A period of $4$ years (not having a non-leap century year), will have $365 \times 4 + 1 = 1461$ days.
$\dfrac{2016 \times 11}{1461} = 15\dfrac{87}{487}$
After completing $15$ sets, each consisting of four-years, $15 \times 1461 = 21915$ days would have elapsed.
After $21915$ days, it will be $July, 31, 2021$. And we will be left with $22176 - 21915 = 261$ days.
The number months that will be covered with the $216$ days will be:
$Aug\ (31), Sep\ (30),\ Oct\ (31),\ Nov,\ (30),\ Dec,\ (31),\ Jan,\ (31),\ Feb\ (28),\ Mar,\ (31)$ (tolat $243$ days)

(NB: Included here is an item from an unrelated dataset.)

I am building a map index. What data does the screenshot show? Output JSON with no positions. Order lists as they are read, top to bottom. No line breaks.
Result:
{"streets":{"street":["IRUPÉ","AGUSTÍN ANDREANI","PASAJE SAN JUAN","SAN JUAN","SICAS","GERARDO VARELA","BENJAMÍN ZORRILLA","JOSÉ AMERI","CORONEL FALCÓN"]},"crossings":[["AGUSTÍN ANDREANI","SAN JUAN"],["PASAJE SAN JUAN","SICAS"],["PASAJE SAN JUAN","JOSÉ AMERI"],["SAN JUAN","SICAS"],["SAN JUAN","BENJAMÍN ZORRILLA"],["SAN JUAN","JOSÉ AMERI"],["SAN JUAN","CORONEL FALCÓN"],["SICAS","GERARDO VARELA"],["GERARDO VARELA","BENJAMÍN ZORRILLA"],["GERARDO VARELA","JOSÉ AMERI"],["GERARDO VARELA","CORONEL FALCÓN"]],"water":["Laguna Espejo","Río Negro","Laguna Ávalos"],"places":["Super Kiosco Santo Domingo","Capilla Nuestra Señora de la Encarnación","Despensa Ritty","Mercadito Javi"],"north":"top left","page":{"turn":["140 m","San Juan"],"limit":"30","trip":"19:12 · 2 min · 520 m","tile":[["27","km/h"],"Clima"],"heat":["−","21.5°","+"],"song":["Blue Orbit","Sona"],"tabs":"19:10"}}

Remaining days $= 261 - 243 = 18$ days
Therefore, the date will be $April\ 18,\ 2022$
Therefore, the index will be $4 \times 12 + 18 = 66$
Problem 4 of 16
There are three kinds of fruits in the market. How many ways are there to purchase $25$ fruits from among them if each kind has at least $25$ of its fruit available?Solution:
To better visualise this problem, we will assume that we have $25$ identical coins, and each fruit costs one coin.
So all we need to find is how to distribute these $25$ coins amongst each type of fruit, that is, each unique distribution of coins will give us a unique combination of fruits.

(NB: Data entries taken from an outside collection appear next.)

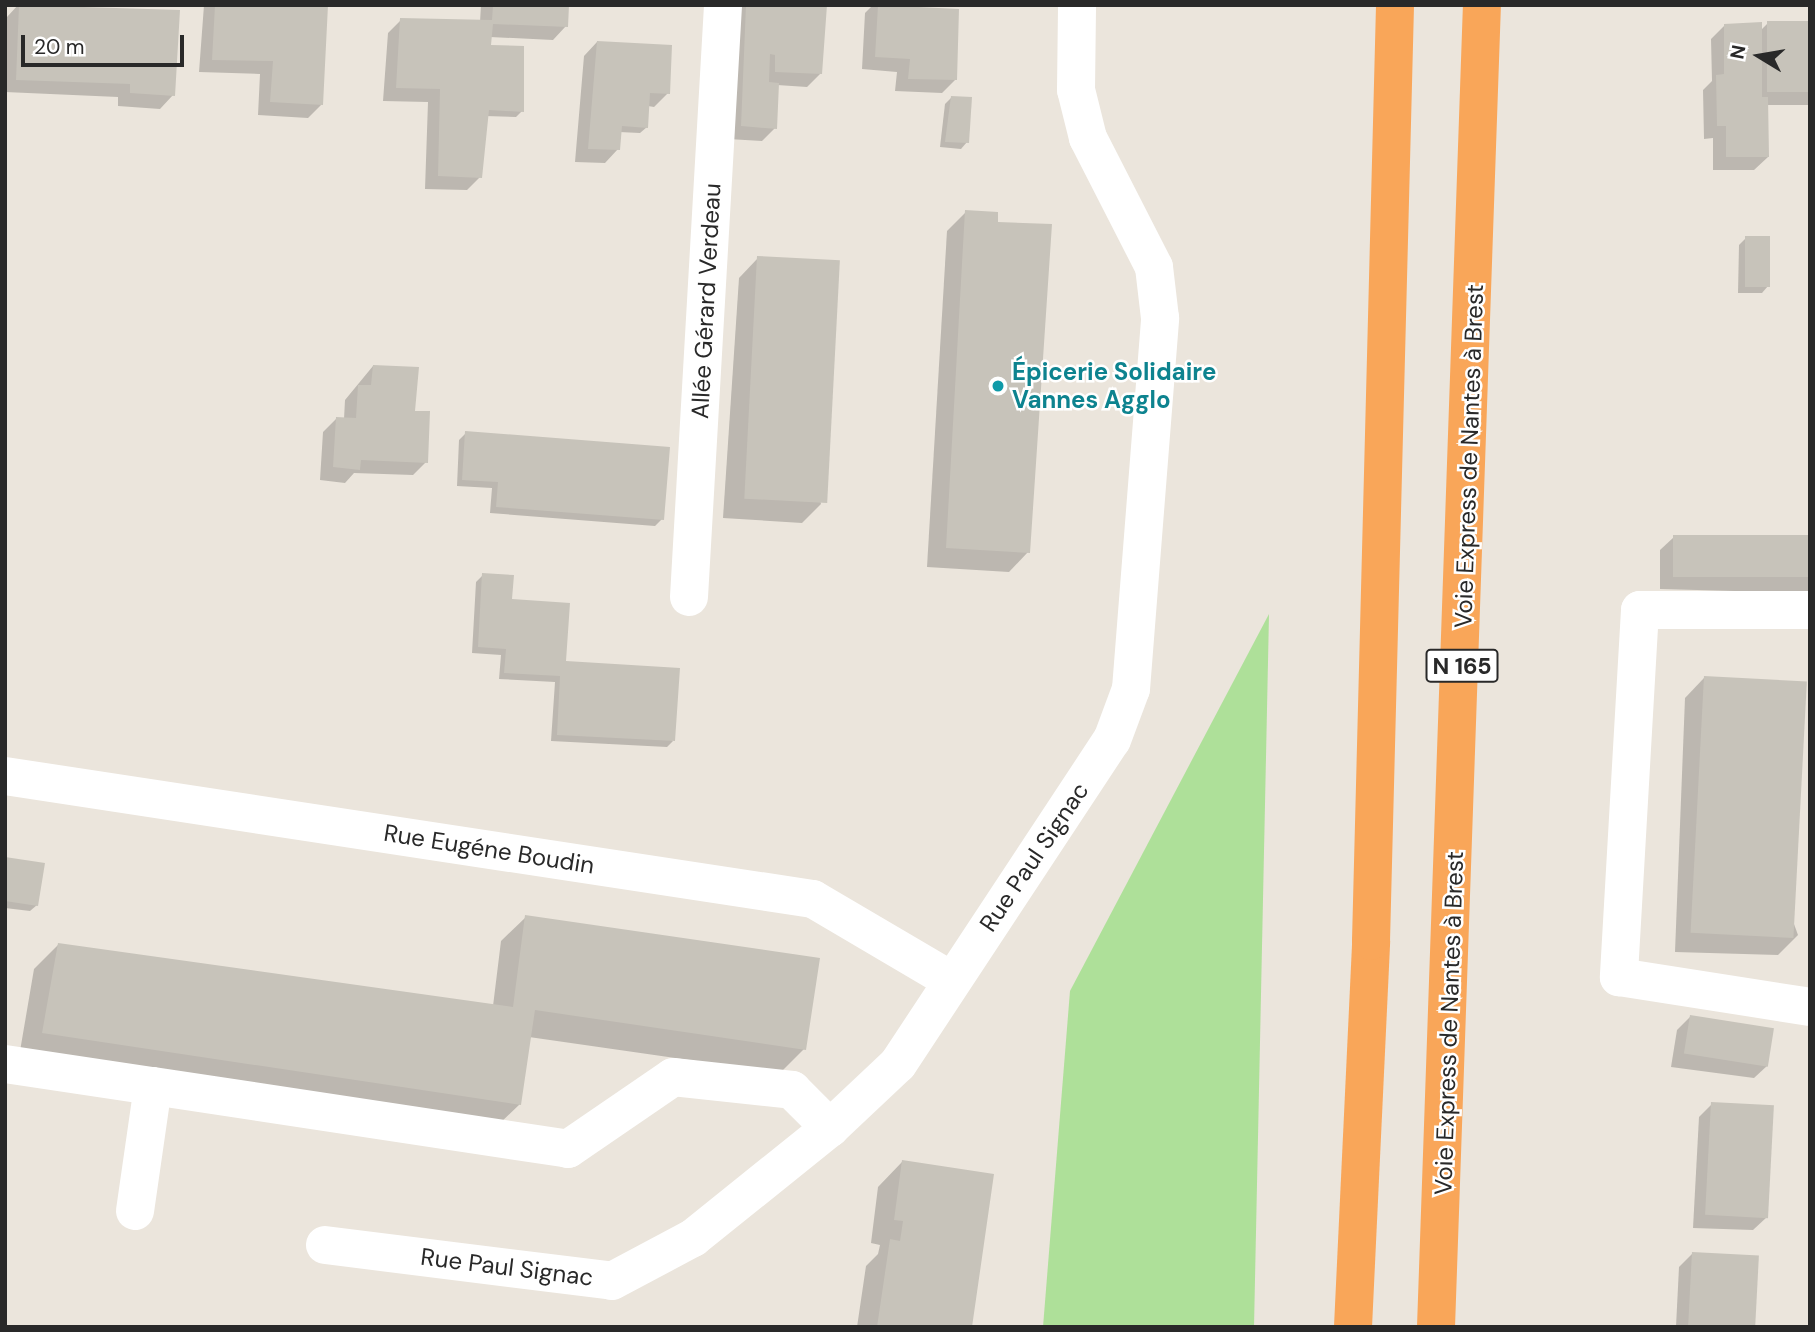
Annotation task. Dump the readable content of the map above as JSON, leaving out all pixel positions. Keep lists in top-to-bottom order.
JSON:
{
  "streets": {
    "highway": ["Voie Express de Nantes à Brest", "N 165"],
    "street": ["Allée Gérard Verdeau", "Rue Eugéne Boudin", "Rue Paul Signac"]
  },
  "crossings": [
    ["Rue Eugéne Boudin", "Rue Paul Signac"]
  ],
  "places": ["Épicerie Solidaire Vannes Agglo"],
  "scale_bar": "20 m",
  "north": "left"
}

We will use the method described , to find the number of ways $n$ identical objects (coins) amongst $m$ distinct bins (fruits).
The number is:
$\xacomb{25 + 2}{2} = \xacomb{27}{2}$
$= \dfrac{27 \times 26}{2} = 27 \times 13 = 351$ ways.
Problem 5 of 16
In a school there are $500$ students. Two-thirds of the students who do not wear glasses, do not bring lunch. Three-quarters of the students who do not bring lunch do not wear glasses. Altogether, $60$ students who wear glasses bring lunch. How many students do not wear glasses and do not bring lunch?Solution:
We will use the following Venn diagram to solve this problem.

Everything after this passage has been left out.